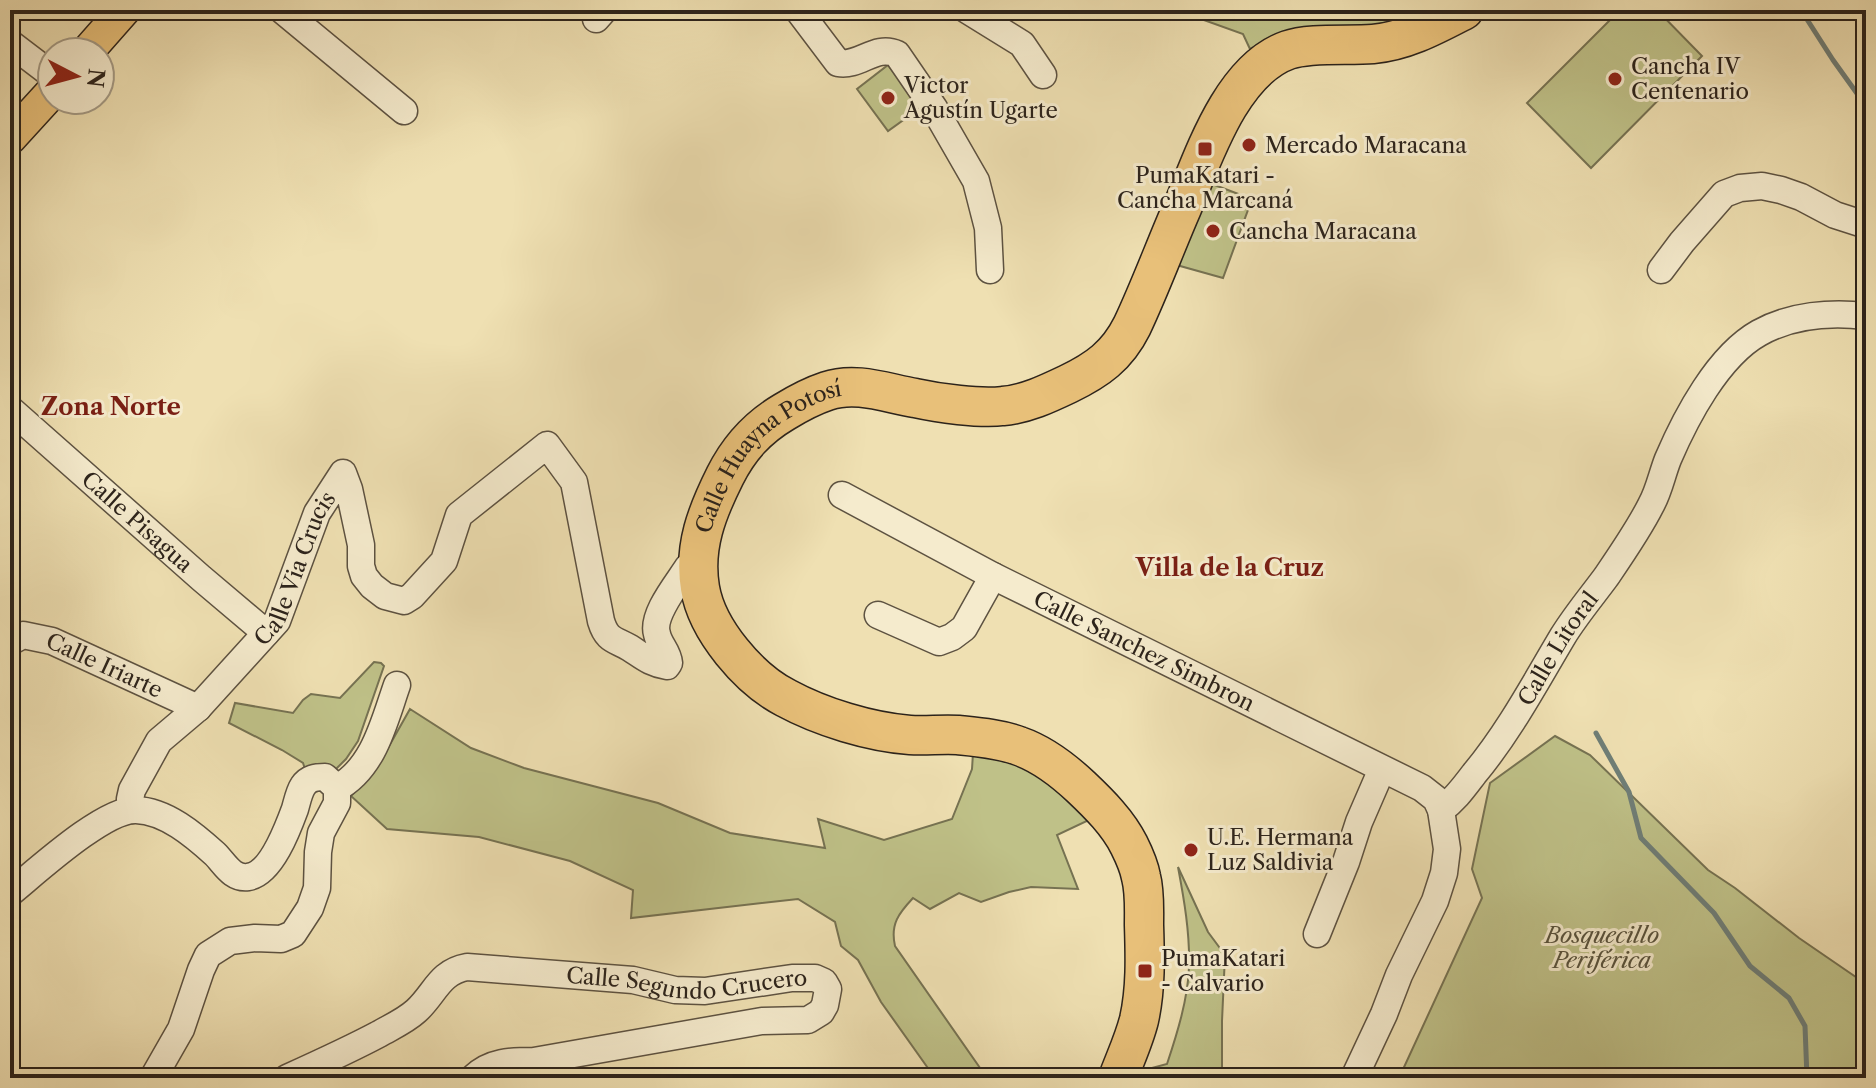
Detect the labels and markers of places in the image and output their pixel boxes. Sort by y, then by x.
place label: Cancha IV Centenario [1631,53,1749,105]
marker: Cancha IV Centenario [1606,70,1624,88]
place label: Victor Agustín Ugarte [903,72,1058,124]
marker: Victor Agustín Ugarte [879,89,897,107]
place label: Mercado Maracana [1265,132,1467,159]
marker: Mercado Maracana [1240,136,1258,154]
marker: PumaKatari - Cancha Marcaná [1196,140,1214,158]
place label: PumaKatari - Cancha Marcaná [1117,162,1293,214]
place label: Cancha Maracana [1229,218,1417,245]
marker: Cancha Maracana [1204,222,1222,240]
place label: U.E. Hermana Luz Saldivia [1207,824,1354,876]
marker: U.E. Hermana Luz Saldivia [1182,841,1200,859]
place label: PumaKatari - Calvario [1161,945,1286,997]
marker: PumaKatari - Calvario [1136,962,1154,980]

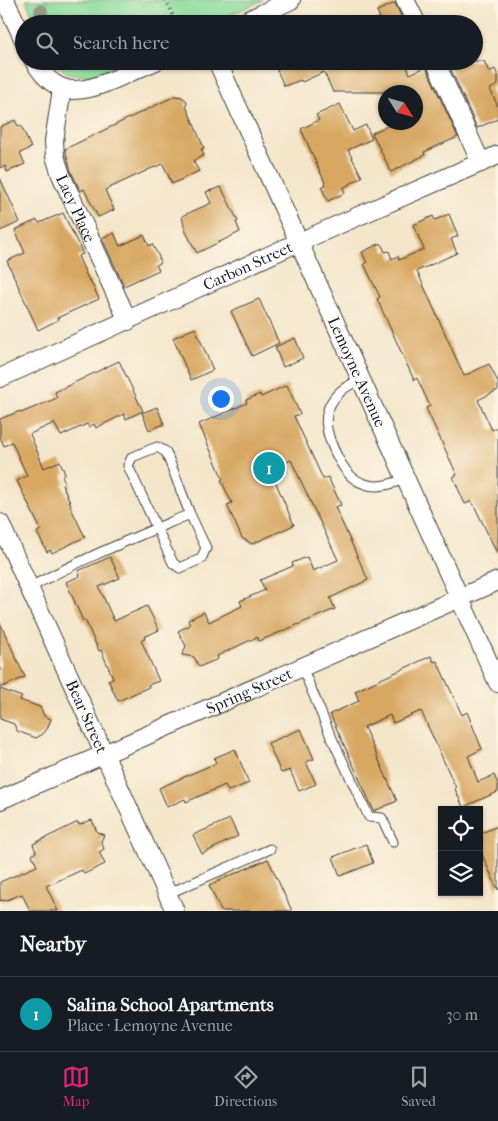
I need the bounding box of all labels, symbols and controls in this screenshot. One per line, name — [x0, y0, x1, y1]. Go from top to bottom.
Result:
search box — [15, 15, 483, 70]
icon: search — [33, 29, 61, 57]
text: Search here — [73, 32, 169, 54]
north arrow — [378, 85, 423, 130]
street label: Lacy Place — [52, 171, 100, 245]
street label: Carbon Street — [200, 237, 296, 294]
street label: Lemoyne Avenue — [324, 314, 390, 430]
your location — [208, 386, 234, 412]
pin: 1 — [253, 449, 285, 487]
street label: Spring Street — [203, 664, 295, 718]
street label: Bear Street — [62, 677, 112, 756]
map controls — [438, 806, 483, 896]
button: locate — [438, 806, 483, 851]
button: layers — [438, 851, 483, 896]
text: Nearby — [20, 932, 86, 956]
text: Salina School Apartments — [67, 994, 274, 1016]
text: 1 — [33, 1005, 39, 1024]
text: 30 m — [446, 1005, 478, 1024]
text: Place · Lemoyne Avenue — [67, 1016, 233, 1035]
tab: Map — [62, 1063, 90, 1110]
tab: Directions — [214, 1063, 277, 1110]
tab: Saved — [401, 1063, 436, 1110]

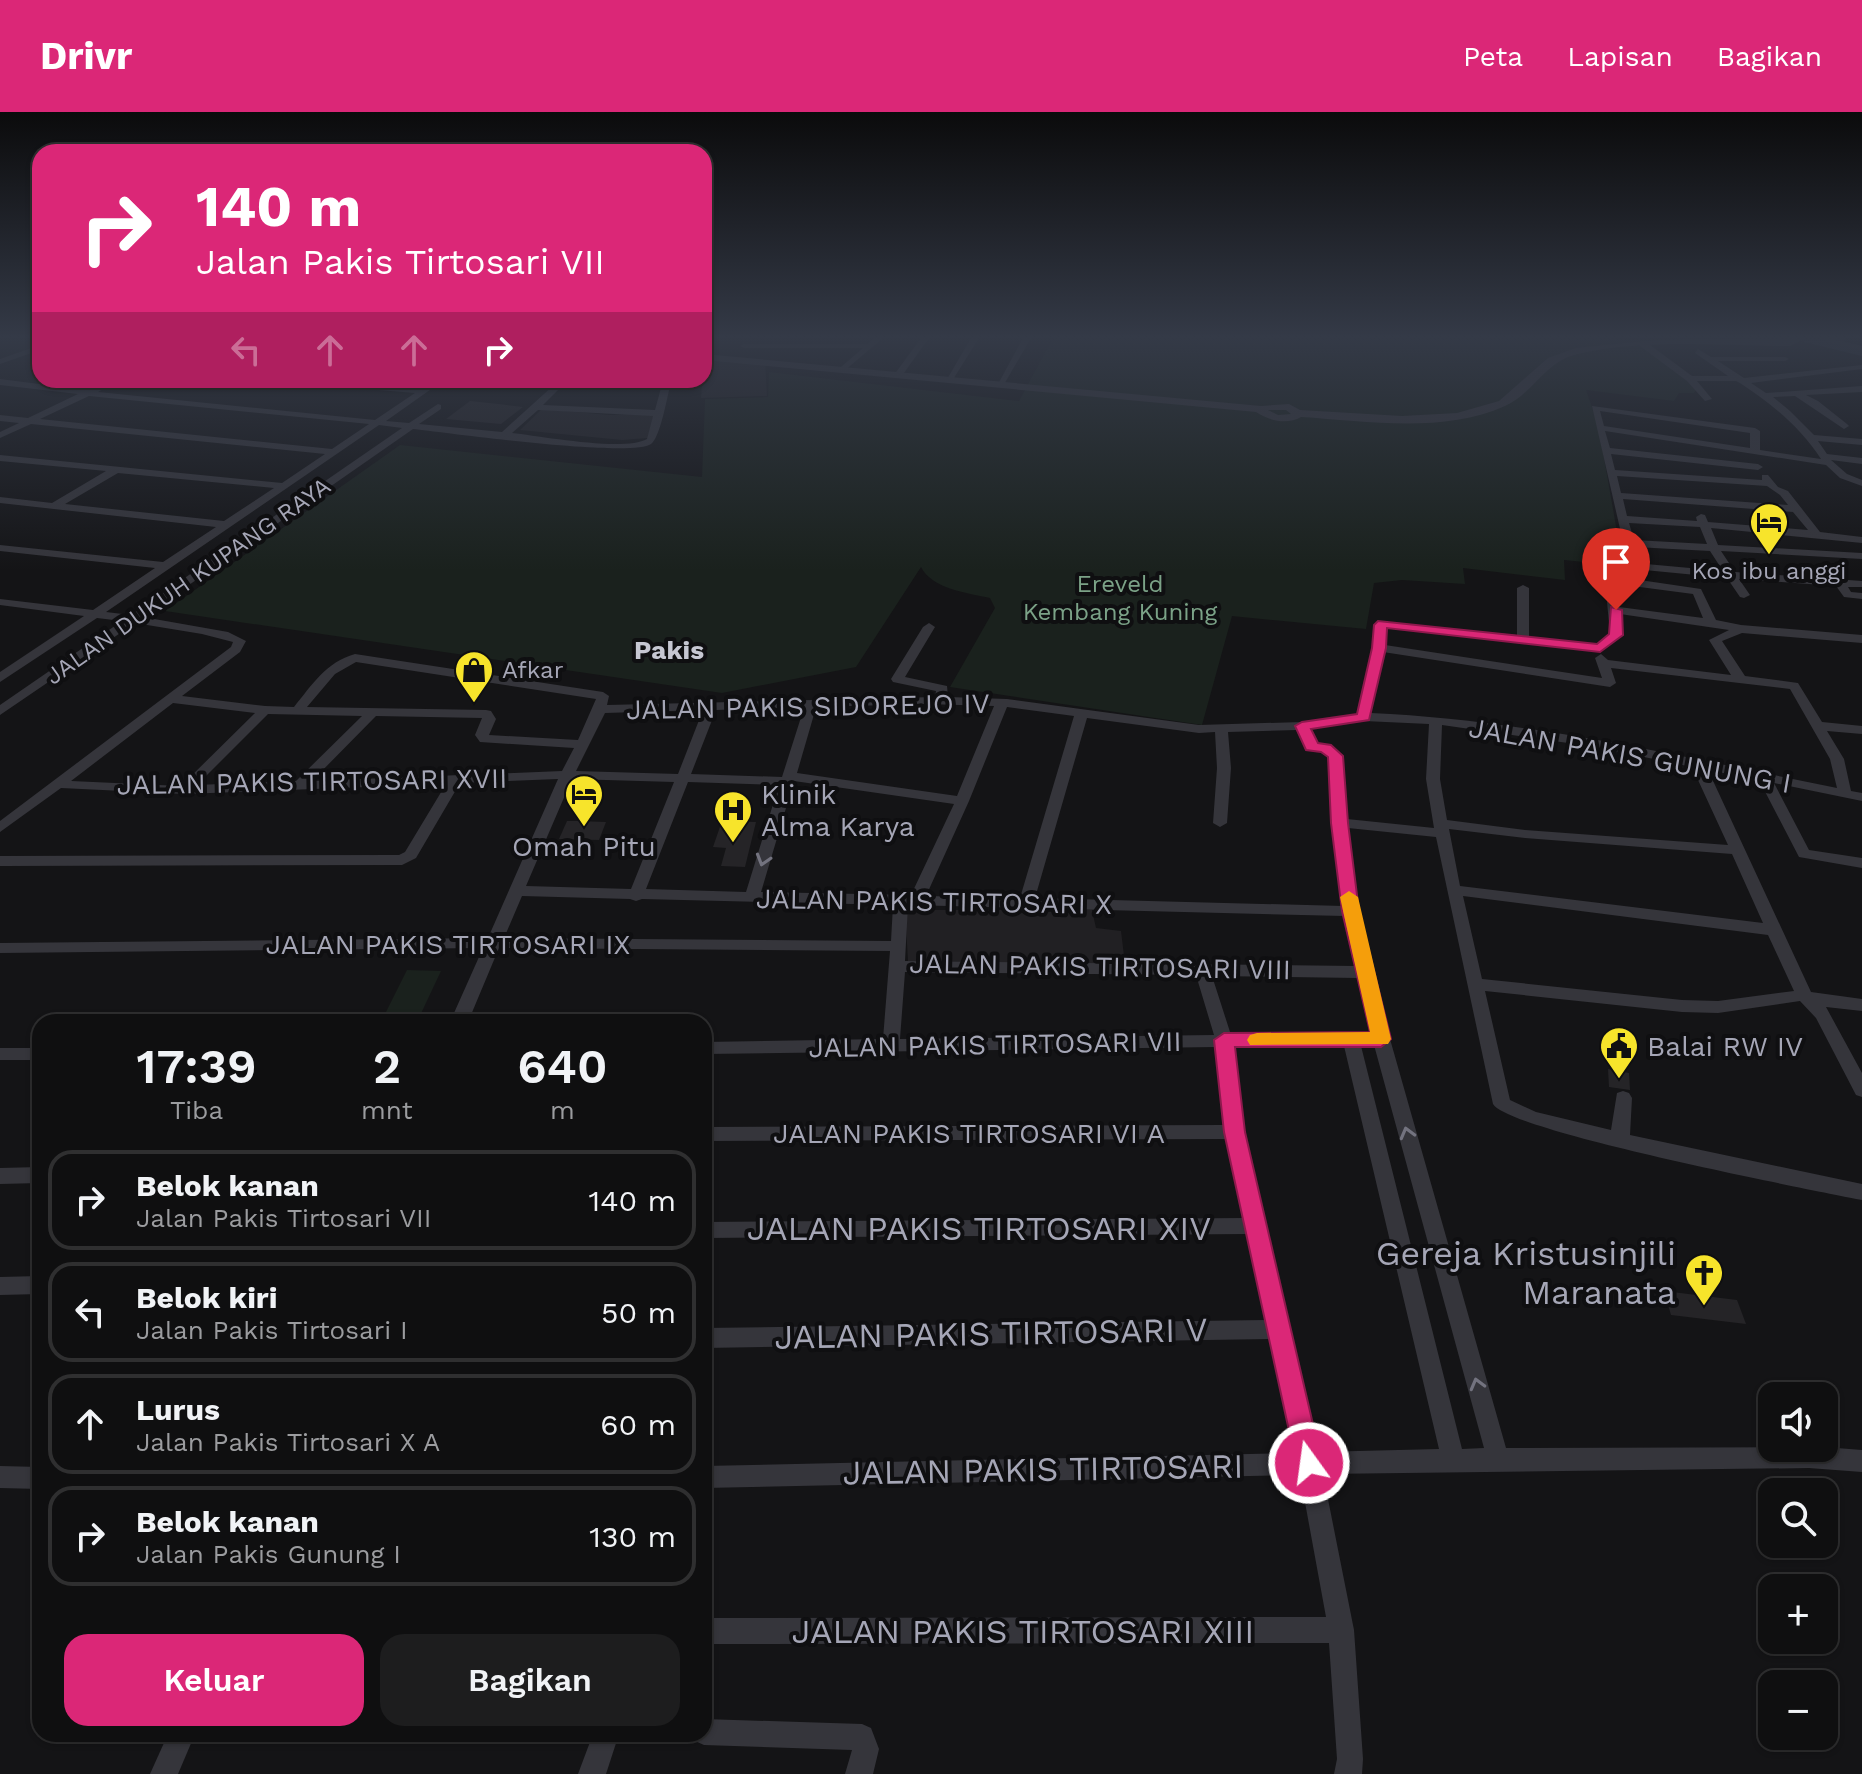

★ ★ ★ ★ ★

— TASK TO CARRY OUT —
Leave the pictures aside and give the records above back word for word.

— OUTPUT OF THE EXERCISE —
Detect the labels and markers of places in the image and output their pixel boxes. Sort by y, then by x.
place label: Cancha IV Centenario [1631,53,1749,105]
marker: Cancha IV Centenario [1606,70,1624,88]
place label: Victor Agustín Ugarte [903,72,1058,124]
marker: Victor Agustín Ugarte [879,89,897,107]
place label: Mercado Maracana [1265,132,1467,159]
marker: Mercado Maracana [1240,136,1258,154]
marker: PumaKatari - Cancha Marcaná [1196,140,1214,158]
place label: PumaKatari - Cancha Marcaná [1117,162,1293,214]
place label: Cancha Maracana [1229,218,1417,245]
marker: Cancha Maracana [1204,222,1222,240]
place label: U.E. Hermana Luz Saldivia [1207,824,1354,876]
marker: U.E. Hermana Luz Saldivia [1182,841,1200,859]
place label: PumaKatari - Calvario [1161,945,1286,997]
marker: PumaKatari - Calvario [1136,962,1154,980]

I need the bounding box of all labels, symbols and controls in this screenshot. One per line, name — [x0, y0, x1, y1]. Go from top to bottom.
Result:
search box — [15, 15, 483, 70]
icon: search — [33, 29, 61, 57]
text: Search here — [73, 32, 169, 54]
north arrow — [378, 85, 423, 130]
street label: Lacy Place — [52, 171, 100, 245]
street label: Carbon Street — [200, 237, 296, 294]
street label: Lemoyne Avenue — [324, 314, 390, 430]
your location — [208, 386, 234, 412]
pin: 1 — [253, 449, 285, 487]
street label: Spring Street — [203, 664, 295, 718]
street label: Bear Street — [62, 677, 112, 756]
map controls — [438, 806, 483, 896]
button: locate — [438, 806, 483, 851]
button: layers — [438, 851, 483, 896]
text: Nearby — [20, 932, 86, 956]
text: Salina School Apartments — [67, 994, 274, 1016]
text: 1 — [33, 1005, 39, 1024]
text: 30 m — [446, 1005, 478, 1024]
text: Place · Lemoyne Avenue — [67, 1016, 233, 1035]
tab: Map — [62, 1063, 90, 1110]
tab: Directions — [214, 1063, 277, 1110]
tab: Saved — [401, 1063, 436, 1110]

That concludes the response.